▶ [EXERCISE DESCRIPTION]
Below are the records; copy exactly the stretch from the line containing "inset:0; background:#f9c8c6; transform-origin:0" through the line containing "margin:-9px; padding:0; box-sizing:content-box;", both ends included, and nothing else.

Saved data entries
== == ==

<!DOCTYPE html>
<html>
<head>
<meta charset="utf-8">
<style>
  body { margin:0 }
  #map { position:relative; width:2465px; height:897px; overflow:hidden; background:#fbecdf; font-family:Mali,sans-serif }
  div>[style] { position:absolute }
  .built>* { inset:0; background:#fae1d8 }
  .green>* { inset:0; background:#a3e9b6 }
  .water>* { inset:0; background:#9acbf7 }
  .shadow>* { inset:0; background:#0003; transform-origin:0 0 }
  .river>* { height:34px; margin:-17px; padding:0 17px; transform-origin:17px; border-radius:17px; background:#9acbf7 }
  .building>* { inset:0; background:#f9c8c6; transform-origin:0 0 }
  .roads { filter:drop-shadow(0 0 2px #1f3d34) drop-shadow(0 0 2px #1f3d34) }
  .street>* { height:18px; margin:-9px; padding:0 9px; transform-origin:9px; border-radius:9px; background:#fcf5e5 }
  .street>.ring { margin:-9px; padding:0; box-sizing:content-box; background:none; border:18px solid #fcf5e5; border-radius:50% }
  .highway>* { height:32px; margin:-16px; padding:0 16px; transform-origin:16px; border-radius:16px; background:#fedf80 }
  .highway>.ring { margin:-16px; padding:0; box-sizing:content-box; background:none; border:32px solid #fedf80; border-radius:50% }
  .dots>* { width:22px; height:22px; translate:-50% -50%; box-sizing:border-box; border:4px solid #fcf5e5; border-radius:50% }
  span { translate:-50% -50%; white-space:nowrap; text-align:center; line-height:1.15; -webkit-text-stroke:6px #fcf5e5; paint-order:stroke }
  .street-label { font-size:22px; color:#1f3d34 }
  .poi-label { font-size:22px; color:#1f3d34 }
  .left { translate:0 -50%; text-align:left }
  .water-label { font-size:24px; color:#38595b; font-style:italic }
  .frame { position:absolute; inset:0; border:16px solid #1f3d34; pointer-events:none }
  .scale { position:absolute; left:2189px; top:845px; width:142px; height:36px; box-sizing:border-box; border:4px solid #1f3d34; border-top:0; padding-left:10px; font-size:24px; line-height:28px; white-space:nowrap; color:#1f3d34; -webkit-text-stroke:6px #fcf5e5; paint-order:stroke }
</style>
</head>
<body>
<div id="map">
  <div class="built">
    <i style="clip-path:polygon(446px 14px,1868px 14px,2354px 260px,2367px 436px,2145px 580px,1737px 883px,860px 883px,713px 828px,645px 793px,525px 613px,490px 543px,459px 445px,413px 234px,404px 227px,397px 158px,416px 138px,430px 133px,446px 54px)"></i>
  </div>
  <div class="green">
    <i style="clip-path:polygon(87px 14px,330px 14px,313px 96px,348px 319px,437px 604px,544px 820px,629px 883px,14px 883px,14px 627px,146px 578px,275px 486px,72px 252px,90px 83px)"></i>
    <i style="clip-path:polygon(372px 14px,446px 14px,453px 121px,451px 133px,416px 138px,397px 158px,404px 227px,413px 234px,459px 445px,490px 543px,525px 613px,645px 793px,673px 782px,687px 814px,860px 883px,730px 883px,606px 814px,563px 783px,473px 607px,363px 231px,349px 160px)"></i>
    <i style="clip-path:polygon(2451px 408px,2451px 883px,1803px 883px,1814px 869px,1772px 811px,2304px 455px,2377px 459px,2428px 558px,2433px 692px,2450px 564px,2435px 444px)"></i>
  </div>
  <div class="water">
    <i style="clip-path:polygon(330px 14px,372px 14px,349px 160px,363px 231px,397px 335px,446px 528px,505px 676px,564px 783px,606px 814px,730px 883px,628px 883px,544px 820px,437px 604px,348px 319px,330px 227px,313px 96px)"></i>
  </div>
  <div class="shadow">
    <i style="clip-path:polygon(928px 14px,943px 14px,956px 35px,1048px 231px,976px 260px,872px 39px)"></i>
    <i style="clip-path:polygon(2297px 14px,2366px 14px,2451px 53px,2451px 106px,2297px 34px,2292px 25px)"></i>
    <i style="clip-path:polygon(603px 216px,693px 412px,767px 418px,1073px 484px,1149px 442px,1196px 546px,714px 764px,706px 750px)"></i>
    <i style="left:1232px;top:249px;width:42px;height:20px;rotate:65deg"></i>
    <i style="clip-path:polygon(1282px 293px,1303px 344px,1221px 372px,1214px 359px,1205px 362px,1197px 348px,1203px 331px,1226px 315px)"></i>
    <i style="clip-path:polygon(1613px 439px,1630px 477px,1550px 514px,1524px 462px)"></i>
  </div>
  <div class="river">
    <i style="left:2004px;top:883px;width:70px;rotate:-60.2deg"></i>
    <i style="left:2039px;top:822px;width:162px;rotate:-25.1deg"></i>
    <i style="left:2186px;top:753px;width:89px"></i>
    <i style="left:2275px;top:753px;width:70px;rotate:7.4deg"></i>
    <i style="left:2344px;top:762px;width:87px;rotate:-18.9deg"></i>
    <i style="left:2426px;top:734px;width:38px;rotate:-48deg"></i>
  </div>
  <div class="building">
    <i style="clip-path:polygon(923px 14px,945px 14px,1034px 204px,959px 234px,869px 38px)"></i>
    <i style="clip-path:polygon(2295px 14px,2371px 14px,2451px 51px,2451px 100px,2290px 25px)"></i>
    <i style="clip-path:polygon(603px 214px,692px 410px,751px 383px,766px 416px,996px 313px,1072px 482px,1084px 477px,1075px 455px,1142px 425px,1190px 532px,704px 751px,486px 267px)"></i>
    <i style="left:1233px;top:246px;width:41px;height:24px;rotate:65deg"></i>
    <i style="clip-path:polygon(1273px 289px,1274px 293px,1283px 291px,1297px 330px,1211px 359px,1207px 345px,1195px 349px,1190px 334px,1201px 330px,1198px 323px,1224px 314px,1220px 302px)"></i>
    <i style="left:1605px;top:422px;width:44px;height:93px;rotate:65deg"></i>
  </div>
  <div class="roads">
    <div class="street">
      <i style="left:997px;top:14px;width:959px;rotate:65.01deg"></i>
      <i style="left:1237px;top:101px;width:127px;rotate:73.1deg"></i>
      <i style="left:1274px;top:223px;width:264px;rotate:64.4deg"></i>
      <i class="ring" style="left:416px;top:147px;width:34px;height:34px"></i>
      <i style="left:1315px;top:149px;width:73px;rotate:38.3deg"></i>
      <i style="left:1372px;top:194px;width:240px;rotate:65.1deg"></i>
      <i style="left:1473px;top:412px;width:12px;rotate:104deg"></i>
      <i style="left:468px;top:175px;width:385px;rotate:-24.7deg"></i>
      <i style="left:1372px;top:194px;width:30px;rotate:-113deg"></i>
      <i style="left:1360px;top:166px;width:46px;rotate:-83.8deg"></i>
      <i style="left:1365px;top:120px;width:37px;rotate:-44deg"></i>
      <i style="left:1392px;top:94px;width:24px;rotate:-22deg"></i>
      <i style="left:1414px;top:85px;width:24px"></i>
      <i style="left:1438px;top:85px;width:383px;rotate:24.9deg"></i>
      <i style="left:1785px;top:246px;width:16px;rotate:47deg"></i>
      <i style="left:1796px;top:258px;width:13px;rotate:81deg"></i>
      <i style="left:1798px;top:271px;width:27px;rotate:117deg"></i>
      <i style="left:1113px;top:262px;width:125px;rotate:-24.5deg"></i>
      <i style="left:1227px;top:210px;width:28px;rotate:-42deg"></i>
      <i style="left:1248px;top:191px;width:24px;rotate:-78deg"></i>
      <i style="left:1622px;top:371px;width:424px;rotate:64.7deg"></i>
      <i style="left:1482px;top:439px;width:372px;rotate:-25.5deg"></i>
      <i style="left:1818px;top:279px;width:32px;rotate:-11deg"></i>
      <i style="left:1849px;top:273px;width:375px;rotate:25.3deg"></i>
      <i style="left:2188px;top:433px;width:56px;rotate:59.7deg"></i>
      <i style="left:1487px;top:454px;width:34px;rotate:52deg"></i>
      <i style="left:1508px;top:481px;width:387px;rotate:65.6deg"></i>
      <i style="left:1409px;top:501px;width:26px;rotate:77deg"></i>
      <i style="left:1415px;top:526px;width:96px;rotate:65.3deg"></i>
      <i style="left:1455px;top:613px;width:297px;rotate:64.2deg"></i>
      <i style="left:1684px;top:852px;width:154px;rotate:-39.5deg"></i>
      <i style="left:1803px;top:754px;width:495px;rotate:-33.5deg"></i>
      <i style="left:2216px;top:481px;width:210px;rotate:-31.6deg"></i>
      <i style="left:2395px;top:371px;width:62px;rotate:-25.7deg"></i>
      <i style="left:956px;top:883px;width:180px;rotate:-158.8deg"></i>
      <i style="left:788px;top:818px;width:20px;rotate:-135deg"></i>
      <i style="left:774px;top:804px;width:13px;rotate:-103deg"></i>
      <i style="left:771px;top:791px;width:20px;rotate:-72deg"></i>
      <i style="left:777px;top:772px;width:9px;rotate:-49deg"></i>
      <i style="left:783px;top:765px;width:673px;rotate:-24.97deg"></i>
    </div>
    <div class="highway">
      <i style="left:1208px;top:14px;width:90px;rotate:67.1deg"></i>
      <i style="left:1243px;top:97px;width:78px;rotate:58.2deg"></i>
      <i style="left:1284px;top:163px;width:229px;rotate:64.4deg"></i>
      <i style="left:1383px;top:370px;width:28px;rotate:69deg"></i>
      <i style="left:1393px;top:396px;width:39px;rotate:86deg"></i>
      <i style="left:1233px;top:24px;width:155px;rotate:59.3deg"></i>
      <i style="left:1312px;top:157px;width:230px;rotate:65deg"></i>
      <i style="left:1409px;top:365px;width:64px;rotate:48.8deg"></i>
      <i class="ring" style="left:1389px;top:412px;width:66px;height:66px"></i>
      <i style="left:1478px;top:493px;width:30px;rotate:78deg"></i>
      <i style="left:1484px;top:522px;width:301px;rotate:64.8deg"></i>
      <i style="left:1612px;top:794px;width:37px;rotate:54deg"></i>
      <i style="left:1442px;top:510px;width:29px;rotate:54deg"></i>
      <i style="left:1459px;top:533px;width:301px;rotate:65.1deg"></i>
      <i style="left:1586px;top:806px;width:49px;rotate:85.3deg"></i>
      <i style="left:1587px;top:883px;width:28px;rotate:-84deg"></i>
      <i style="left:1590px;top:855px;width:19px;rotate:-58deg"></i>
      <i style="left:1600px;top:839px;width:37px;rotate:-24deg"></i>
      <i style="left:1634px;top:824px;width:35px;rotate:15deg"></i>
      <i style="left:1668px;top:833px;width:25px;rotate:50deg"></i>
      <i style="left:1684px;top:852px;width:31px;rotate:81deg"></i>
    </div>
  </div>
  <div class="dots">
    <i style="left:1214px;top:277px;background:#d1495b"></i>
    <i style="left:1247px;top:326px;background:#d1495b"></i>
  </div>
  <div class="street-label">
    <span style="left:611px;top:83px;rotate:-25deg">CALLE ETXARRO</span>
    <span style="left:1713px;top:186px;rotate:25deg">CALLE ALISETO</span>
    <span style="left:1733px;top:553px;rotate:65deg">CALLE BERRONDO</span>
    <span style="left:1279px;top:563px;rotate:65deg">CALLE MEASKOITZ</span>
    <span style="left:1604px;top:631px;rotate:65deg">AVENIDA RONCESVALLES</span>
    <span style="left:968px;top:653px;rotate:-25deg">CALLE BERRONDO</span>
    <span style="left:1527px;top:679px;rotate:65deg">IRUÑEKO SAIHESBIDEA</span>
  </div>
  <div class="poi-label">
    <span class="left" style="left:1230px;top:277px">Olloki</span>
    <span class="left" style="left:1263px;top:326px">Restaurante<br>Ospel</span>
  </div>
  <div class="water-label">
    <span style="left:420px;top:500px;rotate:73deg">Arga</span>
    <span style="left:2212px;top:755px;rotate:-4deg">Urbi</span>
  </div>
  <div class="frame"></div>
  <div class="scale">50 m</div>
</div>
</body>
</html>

== == ==

▶ [ANSWER AREA]
  .building>* { inset:0; background:#f9c8c6; transform-origin:0 0 }
  .roads { filter:drop-shadow(0 0 2px #1f3d34) drop-shadow(0 0 2px #1f3d34) }
  .street>* { height:18px; margin:-9px; padding:0 9px; transform-origin:9px; border-radius:9px; background:#fcf5e5 }
  .street>.ring { margin:-9px; padding:0; box-sizing:content-box; background:none; border:18px solid #fcf5e5; border-radius:50% }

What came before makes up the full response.